WORK ORDER:
Please return every line in the entries below with the word "Treff" in it.

Records contained in a dataset:
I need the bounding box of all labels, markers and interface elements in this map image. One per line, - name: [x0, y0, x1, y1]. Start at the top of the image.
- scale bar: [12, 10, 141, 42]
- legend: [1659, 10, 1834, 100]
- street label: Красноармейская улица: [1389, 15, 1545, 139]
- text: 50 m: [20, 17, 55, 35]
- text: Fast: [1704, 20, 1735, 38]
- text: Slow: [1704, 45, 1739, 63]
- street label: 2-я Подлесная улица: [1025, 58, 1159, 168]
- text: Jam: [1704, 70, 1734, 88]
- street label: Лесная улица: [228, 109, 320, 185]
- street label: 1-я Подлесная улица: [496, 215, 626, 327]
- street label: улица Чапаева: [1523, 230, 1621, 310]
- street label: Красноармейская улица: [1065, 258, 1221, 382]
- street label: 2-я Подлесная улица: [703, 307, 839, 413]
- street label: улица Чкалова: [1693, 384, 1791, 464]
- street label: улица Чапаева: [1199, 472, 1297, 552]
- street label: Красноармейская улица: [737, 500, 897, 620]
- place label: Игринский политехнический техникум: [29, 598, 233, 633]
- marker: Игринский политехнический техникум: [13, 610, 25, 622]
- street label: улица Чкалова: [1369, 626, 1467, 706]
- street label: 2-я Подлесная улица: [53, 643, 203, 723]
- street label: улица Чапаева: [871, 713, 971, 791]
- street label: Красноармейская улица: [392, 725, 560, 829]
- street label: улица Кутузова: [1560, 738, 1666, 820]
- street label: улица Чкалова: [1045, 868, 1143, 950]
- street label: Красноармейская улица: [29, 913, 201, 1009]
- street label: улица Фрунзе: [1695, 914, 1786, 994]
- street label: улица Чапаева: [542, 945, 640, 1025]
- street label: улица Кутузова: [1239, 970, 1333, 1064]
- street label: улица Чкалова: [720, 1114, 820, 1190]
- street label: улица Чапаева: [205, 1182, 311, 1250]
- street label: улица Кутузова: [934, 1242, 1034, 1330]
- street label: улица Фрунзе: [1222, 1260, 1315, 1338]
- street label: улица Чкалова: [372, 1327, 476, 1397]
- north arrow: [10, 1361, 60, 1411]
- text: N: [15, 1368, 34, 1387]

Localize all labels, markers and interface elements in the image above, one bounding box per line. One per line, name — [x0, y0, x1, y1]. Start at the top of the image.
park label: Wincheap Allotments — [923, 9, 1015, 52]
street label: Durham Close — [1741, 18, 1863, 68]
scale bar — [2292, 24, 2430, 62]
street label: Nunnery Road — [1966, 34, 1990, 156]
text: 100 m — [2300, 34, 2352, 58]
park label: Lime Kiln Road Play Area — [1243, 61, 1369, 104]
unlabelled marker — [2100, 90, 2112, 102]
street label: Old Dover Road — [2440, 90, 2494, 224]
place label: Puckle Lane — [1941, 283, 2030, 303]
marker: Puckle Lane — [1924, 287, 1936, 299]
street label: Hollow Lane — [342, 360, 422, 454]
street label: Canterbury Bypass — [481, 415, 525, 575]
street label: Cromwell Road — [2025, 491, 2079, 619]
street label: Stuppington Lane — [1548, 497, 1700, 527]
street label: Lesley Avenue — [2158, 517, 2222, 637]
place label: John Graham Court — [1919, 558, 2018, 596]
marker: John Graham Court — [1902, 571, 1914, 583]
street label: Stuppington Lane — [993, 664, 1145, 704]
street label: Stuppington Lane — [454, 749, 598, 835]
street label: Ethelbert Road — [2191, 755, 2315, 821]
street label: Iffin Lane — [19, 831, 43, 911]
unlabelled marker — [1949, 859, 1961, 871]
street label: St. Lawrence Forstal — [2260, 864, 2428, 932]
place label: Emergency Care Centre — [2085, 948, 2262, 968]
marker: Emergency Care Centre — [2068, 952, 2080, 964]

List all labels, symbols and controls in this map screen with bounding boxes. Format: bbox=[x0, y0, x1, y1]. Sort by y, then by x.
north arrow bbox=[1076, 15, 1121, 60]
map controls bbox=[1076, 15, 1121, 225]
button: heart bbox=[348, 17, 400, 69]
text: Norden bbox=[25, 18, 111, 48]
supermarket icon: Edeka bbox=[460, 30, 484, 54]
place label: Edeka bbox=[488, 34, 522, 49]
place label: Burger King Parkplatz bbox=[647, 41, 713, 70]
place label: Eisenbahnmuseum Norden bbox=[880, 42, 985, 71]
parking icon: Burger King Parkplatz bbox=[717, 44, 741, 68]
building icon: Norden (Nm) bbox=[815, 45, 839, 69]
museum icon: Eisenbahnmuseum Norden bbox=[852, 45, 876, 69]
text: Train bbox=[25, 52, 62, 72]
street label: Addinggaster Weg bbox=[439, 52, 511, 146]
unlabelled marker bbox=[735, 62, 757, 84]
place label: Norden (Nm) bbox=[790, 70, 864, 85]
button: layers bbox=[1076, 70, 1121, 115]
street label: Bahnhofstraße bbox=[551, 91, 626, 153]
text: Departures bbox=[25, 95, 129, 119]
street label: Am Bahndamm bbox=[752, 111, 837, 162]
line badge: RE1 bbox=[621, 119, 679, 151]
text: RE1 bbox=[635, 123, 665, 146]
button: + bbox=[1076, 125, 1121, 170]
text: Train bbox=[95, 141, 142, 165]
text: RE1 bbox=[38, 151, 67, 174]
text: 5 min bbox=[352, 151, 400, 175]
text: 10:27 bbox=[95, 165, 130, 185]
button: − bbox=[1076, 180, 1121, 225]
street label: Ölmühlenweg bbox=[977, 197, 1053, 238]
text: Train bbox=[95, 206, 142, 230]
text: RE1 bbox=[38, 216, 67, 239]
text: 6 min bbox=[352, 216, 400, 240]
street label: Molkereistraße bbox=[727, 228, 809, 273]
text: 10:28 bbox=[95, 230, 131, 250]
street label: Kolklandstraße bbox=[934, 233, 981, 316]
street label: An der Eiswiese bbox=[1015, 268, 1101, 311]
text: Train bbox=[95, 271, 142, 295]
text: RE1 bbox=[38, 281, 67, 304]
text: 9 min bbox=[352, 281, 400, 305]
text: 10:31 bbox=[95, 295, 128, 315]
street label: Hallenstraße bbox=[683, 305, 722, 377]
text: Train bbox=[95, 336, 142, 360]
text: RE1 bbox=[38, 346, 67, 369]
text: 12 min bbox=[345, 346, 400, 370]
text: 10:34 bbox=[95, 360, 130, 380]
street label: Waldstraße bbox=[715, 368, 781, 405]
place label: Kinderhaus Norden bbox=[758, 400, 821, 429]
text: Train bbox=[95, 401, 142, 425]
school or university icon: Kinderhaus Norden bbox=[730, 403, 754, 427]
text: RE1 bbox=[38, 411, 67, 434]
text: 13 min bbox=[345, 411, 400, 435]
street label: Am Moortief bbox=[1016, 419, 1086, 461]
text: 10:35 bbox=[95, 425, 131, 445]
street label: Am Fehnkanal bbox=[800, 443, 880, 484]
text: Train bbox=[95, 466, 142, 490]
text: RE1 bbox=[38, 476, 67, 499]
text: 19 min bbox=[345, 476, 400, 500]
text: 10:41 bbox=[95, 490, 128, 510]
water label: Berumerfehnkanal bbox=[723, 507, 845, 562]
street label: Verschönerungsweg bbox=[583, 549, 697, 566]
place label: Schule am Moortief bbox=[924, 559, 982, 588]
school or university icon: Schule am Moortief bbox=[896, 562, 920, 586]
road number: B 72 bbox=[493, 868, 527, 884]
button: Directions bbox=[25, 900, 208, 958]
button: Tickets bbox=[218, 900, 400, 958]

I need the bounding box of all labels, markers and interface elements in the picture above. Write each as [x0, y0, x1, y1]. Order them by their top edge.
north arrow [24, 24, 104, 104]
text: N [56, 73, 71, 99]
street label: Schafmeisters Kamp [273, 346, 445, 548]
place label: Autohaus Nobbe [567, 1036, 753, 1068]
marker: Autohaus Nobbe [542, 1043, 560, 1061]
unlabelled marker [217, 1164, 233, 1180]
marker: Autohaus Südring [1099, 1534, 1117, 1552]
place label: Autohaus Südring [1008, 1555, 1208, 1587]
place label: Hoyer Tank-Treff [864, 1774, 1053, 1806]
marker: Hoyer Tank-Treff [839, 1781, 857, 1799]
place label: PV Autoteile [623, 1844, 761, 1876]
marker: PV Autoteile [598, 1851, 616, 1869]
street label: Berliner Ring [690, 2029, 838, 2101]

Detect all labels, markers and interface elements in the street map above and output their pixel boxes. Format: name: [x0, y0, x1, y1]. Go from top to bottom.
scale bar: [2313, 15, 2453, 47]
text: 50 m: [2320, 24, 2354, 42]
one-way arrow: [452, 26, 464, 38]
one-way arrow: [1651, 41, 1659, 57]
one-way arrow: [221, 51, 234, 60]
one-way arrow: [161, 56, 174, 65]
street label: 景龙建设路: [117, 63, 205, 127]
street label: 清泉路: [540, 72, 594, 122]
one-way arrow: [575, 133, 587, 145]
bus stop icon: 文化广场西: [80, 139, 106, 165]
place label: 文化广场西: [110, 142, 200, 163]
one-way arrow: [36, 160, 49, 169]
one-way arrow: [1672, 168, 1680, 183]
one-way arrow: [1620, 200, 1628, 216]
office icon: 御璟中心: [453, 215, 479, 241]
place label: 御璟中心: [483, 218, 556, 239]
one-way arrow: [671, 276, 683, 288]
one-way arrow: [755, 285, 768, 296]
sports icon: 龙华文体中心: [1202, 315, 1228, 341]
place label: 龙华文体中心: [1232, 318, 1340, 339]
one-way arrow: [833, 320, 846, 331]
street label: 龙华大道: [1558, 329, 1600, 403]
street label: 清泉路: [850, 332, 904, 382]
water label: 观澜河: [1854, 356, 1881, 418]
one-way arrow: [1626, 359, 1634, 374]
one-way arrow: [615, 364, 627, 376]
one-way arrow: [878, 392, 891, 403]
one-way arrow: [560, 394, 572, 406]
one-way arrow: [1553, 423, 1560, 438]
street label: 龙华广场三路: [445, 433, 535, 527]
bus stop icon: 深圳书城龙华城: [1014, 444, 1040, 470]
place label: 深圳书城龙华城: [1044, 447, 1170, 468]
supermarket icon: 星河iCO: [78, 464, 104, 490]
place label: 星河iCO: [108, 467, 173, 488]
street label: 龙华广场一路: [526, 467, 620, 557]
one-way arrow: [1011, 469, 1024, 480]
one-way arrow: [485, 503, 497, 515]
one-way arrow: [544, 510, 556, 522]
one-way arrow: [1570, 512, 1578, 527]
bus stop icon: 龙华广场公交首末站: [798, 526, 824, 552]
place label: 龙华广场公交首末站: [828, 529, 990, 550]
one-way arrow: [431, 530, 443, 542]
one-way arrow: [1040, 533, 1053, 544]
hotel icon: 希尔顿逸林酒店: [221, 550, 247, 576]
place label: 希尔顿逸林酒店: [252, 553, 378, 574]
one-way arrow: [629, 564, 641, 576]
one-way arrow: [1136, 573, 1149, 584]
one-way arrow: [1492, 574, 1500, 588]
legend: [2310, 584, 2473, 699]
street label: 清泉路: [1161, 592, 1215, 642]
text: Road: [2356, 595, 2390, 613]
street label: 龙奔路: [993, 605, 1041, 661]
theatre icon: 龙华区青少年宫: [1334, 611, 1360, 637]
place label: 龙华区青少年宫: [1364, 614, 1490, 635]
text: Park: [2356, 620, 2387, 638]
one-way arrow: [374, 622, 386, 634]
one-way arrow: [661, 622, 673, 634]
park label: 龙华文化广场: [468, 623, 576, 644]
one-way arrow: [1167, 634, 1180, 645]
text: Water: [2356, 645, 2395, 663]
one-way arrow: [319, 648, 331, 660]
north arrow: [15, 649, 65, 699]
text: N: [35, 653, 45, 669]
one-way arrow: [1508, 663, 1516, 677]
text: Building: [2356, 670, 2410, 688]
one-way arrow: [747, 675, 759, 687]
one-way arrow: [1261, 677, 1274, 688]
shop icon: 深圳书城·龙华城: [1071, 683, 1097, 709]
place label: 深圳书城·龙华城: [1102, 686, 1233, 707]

OUTPUT BELOW:
place label: Hoyer Tank-Treff [864, 1774, 1053, 1806]
marker: Hoyer Tank-Treff [839, 1781, 857, 1799]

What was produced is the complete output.